Task to carry out – Every line from the start of the data through the line containing "margin:0; padding:0; list-style:none" should be retyped exactly; the pictures should not.

[Information Boundary: Start]

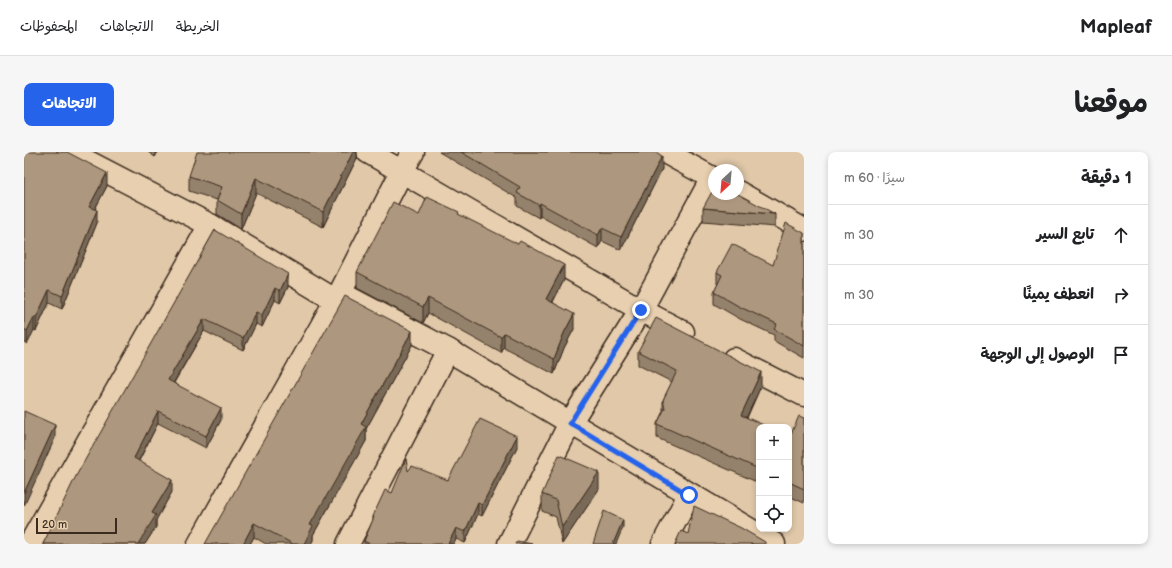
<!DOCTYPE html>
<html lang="ar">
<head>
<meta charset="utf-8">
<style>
	body { margin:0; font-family:"Balsamiq Sans","Playpen Sans Arabic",sans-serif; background:#f6f6f6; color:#202124; direction:rtl }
	.controls { position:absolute; right:12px; bottom:12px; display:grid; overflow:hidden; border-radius:8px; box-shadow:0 2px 6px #0003 }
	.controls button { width:36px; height:36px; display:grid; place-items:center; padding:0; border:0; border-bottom:1px solid #e0e0e0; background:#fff; color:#202124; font:20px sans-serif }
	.compass { position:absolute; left:684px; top:12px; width:36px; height:36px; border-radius:50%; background:#fff; box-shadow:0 2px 6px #0003; rotate:206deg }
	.scale { position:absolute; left:12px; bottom:10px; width:81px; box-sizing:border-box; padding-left:4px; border:2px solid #3b2a1e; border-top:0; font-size:11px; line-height:14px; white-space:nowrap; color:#3b2a1e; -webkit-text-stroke:3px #e7cfaf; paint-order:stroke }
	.stop { position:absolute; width:12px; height:12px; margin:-9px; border:3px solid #2563eb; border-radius:50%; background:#fff }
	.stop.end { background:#2563eb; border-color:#fff; box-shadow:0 1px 4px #0008 }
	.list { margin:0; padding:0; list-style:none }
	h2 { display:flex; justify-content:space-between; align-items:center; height:52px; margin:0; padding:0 16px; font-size:17px }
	h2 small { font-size:13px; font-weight:400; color:#757577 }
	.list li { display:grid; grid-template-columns:26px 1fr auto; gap:12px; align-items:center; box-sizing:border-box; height:60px; padding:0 16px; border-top:1px solid #e0e0e0 }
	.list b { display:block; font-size:15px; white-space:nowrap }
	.list em { font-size:13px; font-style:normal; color:#757577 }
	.icon { flex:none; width:22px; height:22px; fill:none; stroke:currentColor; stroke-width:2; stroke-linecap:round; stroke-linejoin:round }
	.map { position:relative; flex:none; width:780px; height:392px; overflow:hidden; direction:ltr; border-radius:8px }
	header { display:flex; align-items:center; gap:24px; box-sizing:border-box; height:56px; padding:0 20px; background:#fff; border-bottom:1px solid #e0e0e0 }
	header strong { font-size:19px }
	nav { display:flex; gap:22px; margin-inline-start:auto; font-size:14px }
	.intro { display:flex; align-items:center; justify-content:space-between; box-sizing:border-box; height:96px; padding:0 24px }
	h1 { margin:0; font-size:28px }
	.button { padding:10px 18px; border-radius:8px; background:#2563eb; color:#fff; font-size:14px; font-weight:700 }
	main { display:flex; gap:24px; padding:0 24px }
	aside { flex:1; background:#fff; border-radius:8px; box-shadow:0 2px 6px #0003 }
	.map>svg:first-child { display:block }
</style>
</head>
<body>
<header>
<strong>Mapleaf</strong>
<nav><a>الخريطة</a><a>الاتجاهات</a><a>المحفوظات</a></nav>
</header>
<div class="intro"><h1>موقعنا</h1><a class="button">الاتجاهات</a></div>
<main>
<aside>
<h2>1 دقيقة<small>سيرًا · 60 m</small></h2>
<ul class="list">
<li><svg class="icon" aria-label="ahead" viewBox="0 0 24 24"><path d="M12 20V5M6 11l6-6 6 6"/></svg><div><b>تابع السير</b></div><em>30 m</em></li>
<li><svg class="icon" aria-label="right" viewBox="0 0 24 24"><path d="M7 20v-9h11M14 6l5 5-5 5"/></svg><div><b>انعطف يمينًا</b></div><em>30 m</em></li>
<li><svg class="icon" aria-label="arrive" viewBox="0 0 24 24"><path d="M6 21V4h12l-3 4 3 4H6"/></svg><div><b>الوصول إلى الوجهة</b></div></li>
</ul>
</aside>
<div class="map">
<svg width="780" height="392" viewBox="0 0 780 392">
	<rect width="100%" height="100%" fill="#e0c8a9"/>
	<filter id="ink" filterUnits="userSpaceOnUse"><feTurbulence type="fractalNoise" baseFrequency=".025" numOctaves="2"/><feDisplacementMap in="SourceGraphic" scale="8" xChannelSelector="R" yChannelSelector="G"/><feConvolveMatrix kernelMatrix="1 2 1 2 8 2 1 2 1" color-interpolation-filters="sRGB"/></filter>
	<g filter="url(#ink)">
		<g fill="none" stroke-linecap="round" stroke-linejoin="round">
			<defs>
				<g id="street">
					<polyline points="45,0 186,73 311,148"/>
					<polyline points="344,0 617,158 659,180"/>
					<polyline points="641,0 690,27"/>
					<polyline points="714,40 780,78"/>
					<polyline points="316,141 424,198"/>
					<polyline points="710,207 780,243"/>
					<polyline points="6,392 186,73"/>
					<polyline points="175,392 316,141 378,19 389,0"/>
					<polyline points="324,392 424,198 750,392"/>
					<polyline points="485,392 546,271 617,158 688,26"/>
					<polyline points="639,392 665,343"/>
				</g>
			</defs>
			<use href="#street" stroke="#3b2a1e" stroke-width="25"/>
			<use href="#street" stroke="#e7cfaf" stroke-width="22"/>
		</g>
		<g fill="#95826c" stroke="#3b2a1e">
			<polygon points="0,0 83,34 71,57 73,71 38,157 25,151 12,179 10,178 3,192 0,190"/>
			<polygon points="124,0 134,0 131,5"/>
			<polygon points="333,0 333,6 299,75 232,41 217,77 193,62 193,48 165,39 165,24"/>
			<polygon points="415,0 632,0 638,17 597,98 578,89 574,96 516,64 515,66 493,54 493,46"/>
			<polygon points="679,56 751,62 751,75 679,69"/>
			<polygon points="395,63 435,63 540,128 529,150 550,177 540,196 530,222 480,196 477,201 404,161 399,171 333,136 333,120"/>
			<polygon points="191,78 264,135 256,151 251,148 238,175 232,172 219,198 180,179 150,231 197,268 182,296 134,271 115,309 148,340 132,368 132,375 121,392 19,392"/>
			<polygon points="780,81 780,206 750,189 750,183 716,167 690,152 690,140 694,132 693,132 693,120 749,113"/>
			<polygon points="388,193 342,277 342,289 289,383 289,388 287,392 242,392 230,385 226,392 181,392"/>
			<polygon points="614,199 737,234 723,266 735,275 735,331 633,286 633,272 639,259 639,248 648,230 614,213"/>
			<polygon points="780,266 780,351 765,344 765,284 766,284"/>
			<polygon points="493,295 458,364 454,362 441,391 432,387 429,392 340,392 340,389 349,370 349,364 368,341 384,319 424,328"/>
			<polygon points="575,337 538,392 532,365 518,359 518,342"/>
		</g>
		<g fill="#796a58" stroke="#3b2a1e">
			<polygon points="131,0 134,0 131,5"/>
			<polygon points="329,0 333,0 333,6 299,75 299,60"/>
			<polygon points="638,4 638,17 597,98 597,85"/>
			<polygon points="83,21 83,34 65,68 65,55"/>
			<polygon points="232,26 232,41 217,77 217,62"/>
			<polygon points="516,51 516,64 515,66 515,53"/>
			<polygon points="73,58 73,71 38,157 38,144"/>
			<polygon points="578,76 578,89 574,96 574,83"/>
			<polygon points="540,113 540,128 522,162 522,147"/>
			<polygon points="264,122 264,135 256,151 256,139"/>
			<polygon points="251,136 251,148 238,175 238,163"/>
			<polygon points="25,138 25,151 12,179 12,166"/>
			<polygon points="404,146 404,161 399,171 399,155"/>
			<polygon points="232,160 232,172 219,198 219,186"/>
			<polygon points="550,162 550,177 540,196 530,222 530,207 540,181"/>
			<polygon points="10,165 10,178 3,192 3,179"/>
			<polygon points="180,167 180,179 144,240 144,228"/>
			<polygon points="388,179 388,193 342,277 342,289 289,383 289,388 287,392 280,392 286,373 337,272"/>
			<polygon points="480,181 480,196 477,201 477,185"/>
			<polygon points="737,220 737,234 717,277 717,263"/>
			<polygon points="197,256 197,268 182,296 182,284"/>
			<polygon points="134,259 134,271 110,318 110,306"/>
			<polygon points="31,273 31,286 0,354 0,341"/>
			<polygon points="493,284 493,295 458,364 458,353"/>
			<polygon points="575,320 575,337 538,392 538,375"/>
			<polygon points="148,328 148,340 132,368 132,375 121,392 114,392 128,361"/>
			<polygon points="454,351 454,362 441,391 441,380"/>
			<polygon points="599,368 599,375 592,392 589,392"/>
			<polygon points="230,371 230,385 226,392 219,392"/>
			<polygon points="432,376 432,387 429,392 424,392"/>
		</g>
		<g fill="#ad977e" stroke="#3b2a1e">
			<polygon points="0,0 43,0 83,21 65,55 73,58 38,144 25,138 12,166 10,165 3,179 0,177"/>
			<polygon points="173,0 329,0 299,60 232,26 217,62 193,48 198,35 165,24"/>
			<polygon points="437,0 632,0 638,4 597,85 578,76 574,83 516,51 515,53 493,41 496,35"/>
			<polygon points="690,36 690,42 714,42 751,62 679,56"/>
			<polygon points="403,45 435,60 434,62 494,92 496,89 540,113 522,147 550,162 540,181 530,207 480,181 477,185 404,146 399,155 333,120 369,50 395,63"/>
			<polygon points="762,71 780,81 780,194 750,177 753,172 716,155 690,140 698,123 693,120 708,92 749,113"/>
			<polygon points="191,78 264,122 256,139 251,136 238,163 232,160 219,186 180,167 144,228 197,256 182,284 134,259 110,306 148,328 128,361 132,363 114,392 19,392 52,324"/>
			<polygon points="321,144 388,179 337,272 342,275 286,373 289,374 280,392 269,392 230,371 219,392 181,392"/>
			<polygon points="632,166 737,220 717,263 744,275 735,275 735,317 633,272 641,256 639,248 653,219 614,199"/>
			<polygon points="0,259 31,273 0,341"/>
			<polygon points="775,264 780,266 780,337 765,330 765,284 766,284"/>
			<polygon points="456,267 493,284 458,353 454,351 441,380 432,376 424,392 346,392 340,389 350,365 349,364 361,338 368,341 382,307 384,319 388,314 424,328"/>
			<polygon points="535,303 575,320 538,375 532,348 518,342"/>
			<polygon points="670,354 717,376 741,390 741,392 651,392 657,379 664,382"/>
			<polygon points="580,359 599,368 589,392 569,392"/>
			<polygon points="493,389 508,392 491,392"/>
		</g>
	</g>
	<g fill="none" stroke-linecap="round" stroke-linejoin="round" filter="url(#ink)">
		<polyline stroke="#2563eb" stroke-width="5" points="617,158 546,271 665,343"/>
	</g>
</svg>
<div class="controls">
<button>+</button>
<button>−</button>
<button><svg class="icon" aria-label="locate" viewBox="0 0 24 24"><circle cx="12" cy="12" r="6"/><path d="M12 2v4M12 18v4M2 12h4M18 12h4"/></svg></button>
</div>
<svg class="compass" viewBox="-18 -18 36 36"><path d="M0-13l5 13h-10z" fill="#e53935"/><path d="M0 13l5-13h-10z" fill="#757577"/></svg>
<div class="scale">20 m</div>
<div class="stop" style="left:665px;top:343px"></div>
<div class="stop end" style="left:617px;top:158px"></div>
</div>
</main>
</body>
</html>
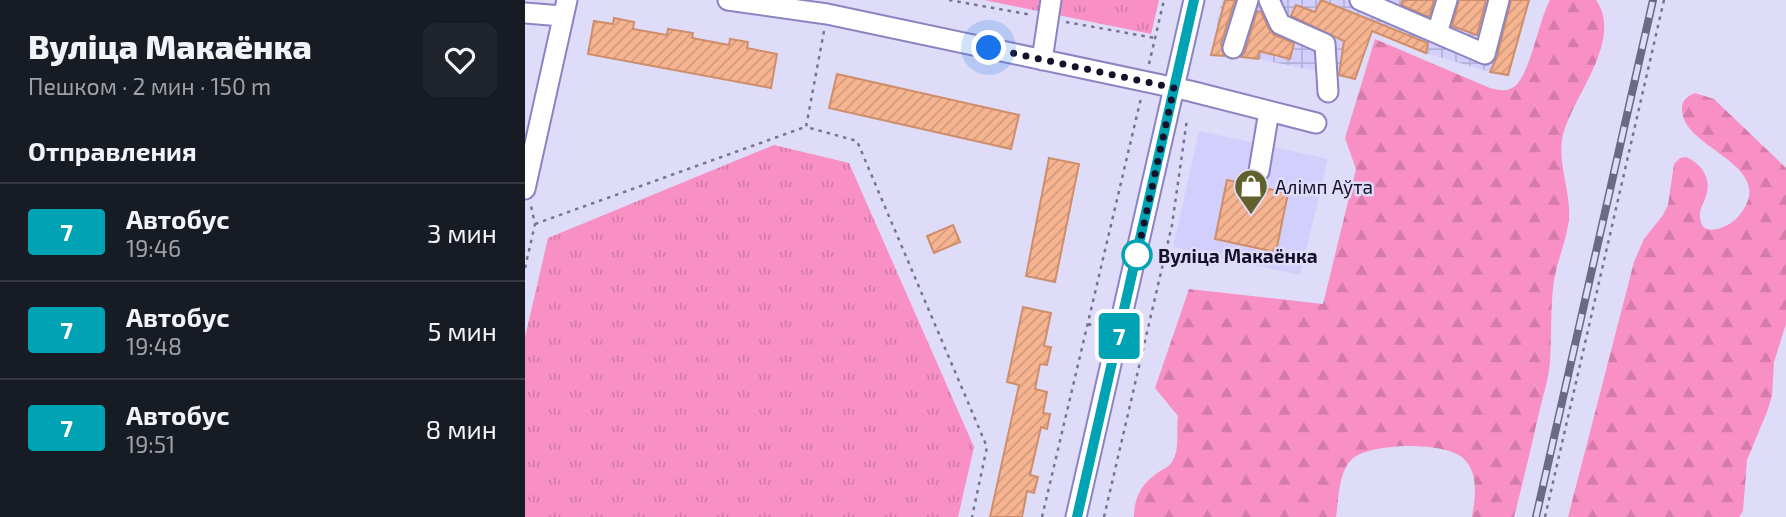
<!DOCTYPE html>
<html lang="ru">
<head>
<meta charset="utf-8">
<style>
	body { margin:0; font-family:"Exo 2",sans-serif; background:#20242c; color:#f1f3f6; height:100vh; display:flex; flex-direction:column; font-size:26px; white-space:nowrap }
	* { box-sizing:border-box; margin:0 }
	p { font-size:23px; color:#9ea1a6 }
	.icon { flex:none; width:38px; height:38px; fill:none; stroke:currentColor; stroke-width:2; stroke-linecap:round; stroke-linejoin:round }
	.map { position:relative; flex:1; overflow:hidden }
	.panel { display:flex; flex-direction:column; background:#171b24; width:525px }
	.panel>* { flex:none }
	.badge { padding:0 14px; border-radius:5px; font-size:24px; line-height:46px }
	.you { position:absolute; width:35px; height:35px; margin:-18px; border:5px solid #fff; border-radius:50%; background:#1a73e8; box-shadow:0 0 0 10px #1a73e833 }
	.map>.badge { position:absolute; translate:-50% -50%; box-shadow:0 0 0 4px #fff }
	h2 { padding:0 28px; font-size:26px; line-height:63px }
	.round { display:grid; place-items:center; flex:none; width:74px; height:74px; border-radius:14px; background:#20242c }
	.overview { display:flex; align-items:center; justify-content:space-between; height:119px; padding:0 28px }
	h1 { font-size:33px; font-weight:800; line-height:52px }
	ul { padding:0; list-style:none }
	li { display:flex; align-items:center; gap:21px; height:98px; padding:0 28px; border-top:2px solid #363941 }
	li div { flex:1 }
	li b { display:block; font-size:26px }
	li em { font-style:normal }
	li .badge { min-width:77px; font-weight:700; text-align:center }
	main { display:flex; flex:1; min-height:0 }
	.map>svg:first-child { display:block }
</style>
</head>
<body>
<main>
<section class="panel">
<div class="overview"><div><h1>Вуліца Макаёнка</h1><p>Пешком · 2 мин · 150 m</p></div><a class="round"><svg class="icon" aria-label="heart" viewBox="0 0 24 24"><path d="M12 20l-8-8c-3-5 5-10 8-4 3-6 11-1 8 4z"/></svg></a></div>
<h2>Отправления</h2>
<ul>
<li><span class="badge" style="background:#00a3b4;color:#fff">7</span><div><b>Автобус</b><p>19:46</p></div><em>3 мин</em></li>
<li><span class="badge" style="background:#00a3b4;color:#fff">7</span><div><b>Автобус</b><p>19:48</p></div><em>5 мин</em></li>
<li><span class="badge" style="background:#00a3b4;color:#fff">7</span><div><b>Автобус</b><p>19:51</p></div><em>8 мин</em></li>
</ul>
</section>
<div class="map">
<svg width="1261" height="517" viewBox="0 0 1261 517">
	<defs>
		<pattern id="industrial-grid" width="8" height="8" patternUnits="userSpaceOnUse" patternTransform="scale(1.75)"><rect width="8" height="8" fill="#d3cffc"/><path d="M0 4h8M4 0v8" fill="none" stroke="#b4b1d8"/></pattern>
		<pattern id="grass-tufts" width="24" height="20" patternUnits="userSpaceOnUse" patternTransform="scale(1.75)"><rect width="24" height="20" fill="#f890c5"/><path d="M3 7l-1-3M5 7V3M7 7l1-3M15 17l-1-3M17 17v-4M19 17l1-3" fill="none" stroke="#d47ba9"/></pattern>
		<pattern id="forest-firs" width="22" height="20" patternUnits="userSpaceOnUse" patternTransform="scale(1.75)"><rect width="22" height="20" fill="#f890c5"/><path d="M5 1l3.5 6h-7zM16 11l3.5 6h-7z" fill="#d47ba9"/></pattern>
		<pattern id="building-hatch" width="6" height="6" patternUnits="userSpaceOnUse" patternTransform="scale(1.75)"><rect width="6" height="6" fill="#f6b491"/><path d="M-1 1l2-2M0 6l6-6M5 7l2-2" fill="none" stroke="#d29a7d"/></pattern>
	</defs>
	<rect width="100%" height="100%" fill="#dedcf8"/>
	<path fill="#d3cffc" d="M674,131l129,28 -28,116 -127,-28z"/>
	<path fill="url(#industrial-grid)" d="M697,0h307l-21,75 -18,-3 -64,-19 -54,-22 -17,48 -97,-20 -47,-4z"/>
	<path fill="url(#grass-tufts)" d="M459,0h175l-8,34z
		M249,145l75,18 125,284 -16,70h-433v-180l23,-99z"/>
	<path fill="url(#forest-firs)" d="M1025,0h46c29,41 -27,100 -34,139 -4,27 9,53 7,80 -2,21 -12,41 -15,62 -4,27 -2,53 -4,80 -1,17 -7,35 -11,52 -8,35 -16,69 -25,104h-42c3,-19 7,-41 -7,-57 -17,-19 -96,-18 -114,0 -13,14 -12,39 -15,57h-202c0,-18 7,-33 22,-43 6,-5 13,-6 17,-14 7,-12 3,-30 5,-44l-23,-28 34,-99 134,15 33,-135 -11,-31 30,-99 115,49c8,2 15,4 22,0 18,-9 26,-67 38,-88z
		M1170,93l19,6 72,69v156l-12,38 -2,34 -5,16 -20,48 -4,51 -4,6h-171l66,-255 10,-23 19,-24 5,-10 6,-41 6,-6 6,-1c16,7 26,22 20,39 -2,7 -7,13 -6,21 1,22 27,11 37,1 48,-54 -59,-68 -55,-111 1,-8 6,-11 13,-14z"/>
	<path fill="url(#building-hatch)" stroke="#cf8e6b" stroke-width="2" d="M700,0h10l-14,44 3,12 -13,-1z
		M796,0l107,43 -2,10 -54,-22 -17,48 -16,-4 5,-34 -53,-25 5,-11 19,7z
		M878,0h31l-5,17 -28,-12z
		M934,0h27l-9,35 -25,-9z
		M986,0h18l-21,75 -18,-3 7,-15z
		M732,11l4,1 8,17 5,6 20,8 -4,16 -31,-8 -1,8 -17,-2 4,-5z
		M89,18l20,4 -1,7 34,6 1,-6 25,4 -1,5 37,7 1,-6 18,3 -1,6 30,6 -6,34 -183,-34 6,-33 19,3z
		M312,74l182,41 -8,34 -182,-41z
		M524,158l30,6 -24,118 -29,-6z
		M702,180l61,13 -12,59 -61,-13z
		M428,225l7,17 -26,11 -7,-17z
		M498,307l28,6 -7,33 7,1 -4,18 -7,-1 -5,25 12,3 -4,21 7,1 -3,15 -6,-2 -11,48 8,2 -4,16 -7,-2 -5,26h-32l29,-132 -12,-3z"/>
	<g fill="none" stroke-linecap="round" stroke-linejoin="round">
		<g stroke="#8b83c2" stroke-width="23">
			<path id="minor" d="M203,0l99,14 363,77 126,32
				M744,0l11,24 45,20 3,48
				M835,0l125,54 14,-54
				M0,13l37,3
				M912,33l10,-33
				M708,48l15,-48
				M517,60l9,-60
				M734,171l10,-60
				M0,189l42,-189
				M551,517l118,-517"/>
		</g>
		<path stroke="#77748e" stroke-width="2.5" stroke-dasharray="3.5 5" stroke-linecap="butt" d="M424,0l83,15
			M541,22l89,16
			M299,31l-18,96 51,14 130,306 -15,70
			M624,64l15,-64
			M10,224l270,-97
			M0,268l10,-44 -4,-18
			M563,324l14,4
			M517,517l99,-419
			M579,517l68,-292 15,-106
			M1020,517l119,-517"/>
		<use href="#minor" stroke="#fff" stroke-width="19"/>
		<g stroke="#6c6983" stroke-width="8">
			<path id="rail" d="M1011,517l117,-517"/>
		</g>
		<use href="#rail" stroke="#dedcf8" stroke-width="5" stroke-dasharray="16" stroke-linecap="butt"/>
	</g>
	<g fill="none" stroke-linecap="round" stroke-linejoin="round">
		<g stroke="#fff" stroke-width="16">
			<path id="line" d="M552,517l117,-517"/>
		</g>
		<use href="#line" stroke="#00a3b4" stroke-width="10"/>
		<path stroke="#151129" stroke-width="7" stroke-dasharray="0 12.6" d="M464,48l185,40 -37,167"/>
	</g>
	<defs>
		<g id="shop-pin" transform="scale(1.75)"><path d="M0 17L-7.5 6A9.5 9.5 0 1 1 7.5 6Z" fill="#61612e" stroke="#dedcf8"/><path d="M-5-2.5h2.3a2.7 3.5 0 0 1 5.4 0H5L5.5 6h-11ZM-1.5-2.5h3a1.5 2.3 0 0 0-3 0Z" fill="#fff"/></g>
	</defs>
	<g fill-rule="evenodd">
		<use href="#shop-pin" x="726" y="186"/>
	</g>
	<circle fill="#fff" stroke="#00a3b4" stroke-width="3.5" cx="612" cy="255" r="14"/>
	<g text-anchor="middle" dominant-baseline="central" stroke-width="5" stroke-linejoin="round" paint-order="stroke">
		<g font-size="19" fill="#151129" stroke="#dedcf8" text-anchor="start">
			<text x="750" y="186">Алімп Аўта</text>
		</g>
		<g font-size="19" font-weight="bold" fill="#151129" stroke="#dedcf8" text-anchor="start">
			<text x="633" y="255">Вуліца Макаёнка</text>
		</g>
	</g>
</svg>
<div class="you" style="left:464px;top:48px"></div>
<b class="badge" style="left:594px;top:336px;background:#00a3b4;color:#fff">7</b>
</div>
</main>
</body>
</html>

[Information Boundary: End]

Output of the task –
<!DOCTYPE html>
<html lang="ar">
<head>
<meta charset="utf-8">
<style>
	body { margin:0; font-family:"Balsamiq Sans","Playpen Sans Arabic",sans-serif; background:#f6f6f6; color:#202124; direction:rtl }
	.controls { position:absolute; right:12px; bottom:12px; display:grid; overflow:hidden; border-radius:8px; box-shadow:0 2px 6px #0003 }
	.controls button { width:36px; height:36px; display:grid; place-items:center; padding:0; border:0; border-bottom:1px solid #e0e0e0; background:#fff; color:#202124; font:20px sans-serif }
	.compass { position:absolute; left:684px; top:12px; width:36px; height:36px; border-radius:50%; background:#fff; box-shadow:0 2px 6px #0003; rotate:206deg }
	.scale { position:absolute; left:12px; bottom:10px; width:81px; box-sizing:border-box; padding-left:4px; border:2px solid #3b2a1e; border-top:0; font-size:11px; line-height:14px; white-space:nowrap; color:#3b2a1e; -webkit-text-stroke:3px #e7cfaf; paint-order:stroke }
	.stop { position:absolute; width:12px; height:12px; margin:-9px; border:3px solid #2563eb; border-radius:50%; background:#fff }
	.stop.end { background:#2563eb; border-color:#fff; box-shadow:0 1px 4px #0008 }
	.list { margin:0; padding:0; list-style:none }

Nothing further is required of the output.